Film canisters. People saved the plastic canisters photo film came in because they were so well made, waterproof, airtight, and ubiquitous. They were used in all kinds of DIY designs. I've heard some companies still make them, without the film, for people who need them for crafts. I still have some in the junk drawer.
I have a stereoscopic viewer. Like a desk version of Google Cardboard. You tape down two photos taken from different angles and view them in 3d. It has an adjustment knob like binoculars for your pupil distance, and some legs to hold it parallel to the desk. It’s made for aerial photographs. Maybe I could turn it into a VR viewer.
I've got a film negative scanner. I've also got a big pile of old negatives. I keep telling myself that someday I'm going to scan all those old negatives. We'll see.
I love it and I've poured far to much money into it for something that doesn't come close to the power of making music in a DAW. But I do love it, and it can do some cool stuff that I've not been able to reproduce in a DAW - like random triggers and probability. It's also nice to get away from my computer.
I would make international calls frequently. I would buy calling cards. The process was: dial the 800 number on the card. Enter the id number on the card to use some of its credit. Dial the number to call. Their service would then connect me at a low rate to another country(probably making a voip call).
So I'd set up the 3 speed dial buttons with those. For each new card I'd only have to change the card's unique number.

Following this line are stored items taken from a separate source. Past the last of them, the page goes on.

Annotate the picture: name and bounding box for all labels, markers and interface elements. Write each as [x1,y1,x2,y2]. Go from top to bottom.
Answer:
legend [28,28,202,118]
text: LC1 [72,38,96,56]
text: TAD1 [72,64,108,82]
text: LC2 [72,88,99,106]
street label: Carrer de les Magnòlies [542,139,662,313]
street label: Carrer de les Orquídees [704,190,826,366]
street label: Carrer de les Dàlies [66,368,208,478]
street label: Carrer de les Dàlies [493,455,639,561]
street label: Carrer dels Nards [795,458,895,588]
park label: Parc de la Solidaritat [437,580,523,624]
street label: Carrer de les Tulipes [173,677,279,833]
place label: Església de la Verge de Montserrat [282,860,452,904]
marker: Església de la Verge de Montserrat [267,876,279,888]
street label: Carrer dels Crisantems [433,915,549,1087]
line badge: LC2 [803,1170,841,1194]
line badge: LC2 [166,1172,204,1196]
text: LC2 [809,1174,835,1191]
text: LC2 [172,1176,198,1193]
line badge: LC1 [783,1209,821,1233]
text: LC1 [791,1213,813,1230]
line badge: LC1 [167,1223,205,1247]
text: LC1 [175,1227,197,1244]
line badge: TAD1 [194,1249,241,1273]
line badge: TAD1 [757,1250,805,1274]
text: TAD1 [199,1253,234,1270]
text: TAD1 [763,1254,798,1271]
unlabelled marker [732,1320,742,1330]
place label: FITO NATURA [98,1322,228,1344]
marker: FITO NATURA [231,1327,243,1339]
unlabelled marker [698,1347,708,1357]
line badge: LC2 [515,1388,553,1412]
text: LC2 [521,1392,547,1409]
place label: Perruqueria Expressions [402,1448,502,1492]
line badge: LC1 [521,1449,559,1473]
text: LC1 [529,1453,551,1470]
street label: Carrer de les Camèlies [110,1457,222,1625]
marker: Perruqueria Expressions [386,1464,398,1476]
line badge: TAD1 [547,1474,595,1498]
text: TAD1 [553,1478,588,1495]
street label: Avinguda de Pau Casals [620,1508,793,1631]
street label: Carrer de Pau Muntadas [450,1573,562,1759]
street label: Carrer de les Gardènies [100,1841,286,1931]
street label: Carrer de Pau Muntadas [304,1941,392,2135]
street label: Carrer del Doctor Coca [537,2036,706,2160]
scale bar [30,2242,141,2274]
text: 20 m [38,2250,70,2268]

I had a large collection of antique computers and adjacent technology. Although I lost most of it in a natural disaster 😭. But I still have my commodore 64, vic-20, and 90/00s apple computer collection.
We still have a landline (technically VoIP) phone. There's also a list of important phone numbers written on the fridge. Good for emergencies.
There are few things more nerve wracking than frantically trying to find your cell phone and the number for poison control after your kid just swallowed something they shouldn't have.
I have a handheld analog radio scanner. Once upon a time it was fun to listen to local police frequencies, air traffic control, cell phones and cordless phones and so on.
Everything is digital now, except for the air traffic control so once in a blue moon I might listen to that.
I can do one better than that, I have a battery powered handheld TV that only works with analog NTSC broadcasts and does not have a composite input on it. It's therefore damn difficult to get it to display any kind of picture at all these days. The only way is to broadcast at it with one of those short range toy transmitters, or hack up your own.
I have an old PCI TV tuner card. It predates the digital TV switchover so I have a card that can't be plugged into modern motherboards for which no signals are broadcast. Plus I'm sure there are no 64-bit drivers ever made for the damn thing. At this point it's ewaste.
2 Garmin GPS, one handheld and one for the car. I've been using my phone for directions now for years, but I suppose I'll hang on to both units for a bit longer.
Tape device so you can plug your phone into car stereos that don't have Bluetooth. Some cars just have cd deck/player and no aux input, no Bluetooth. Really new cars will have Bluetooth for phone control. Really old ones with cassette players you could use the tape gadget. Not so much in between.
Old flash drives, that were only like 1gb when that was supposedly sufficient back then.
Headphones with audio jack because most new phones have usb-c ports only now. Although I bought an adapter for only 10 bucks.
A/V cord consoles and devices.
I had a VHS rewinder too. Also that reminds me I had a mechanical "crank" playing card shuffler which would probably be an antique now. Lol.
I have a Blackberry Playbook on my desk that I am trying to figure out how to crack. I also keep my Sharp EL-50 scientific calculator around. We had to buy that specific model because it didn't have a persistent memory. We could turn it off and on in front of the invigilator and they would know there was nothing stored in it.
Nowadays, 99% of camping, hiking, and "survival" equipment is light weight composites that can be better fixed with glue, tape, small needle and thread, or a patch with one of the above. There are very few alternative uses for it that aren't better with a different standard tool.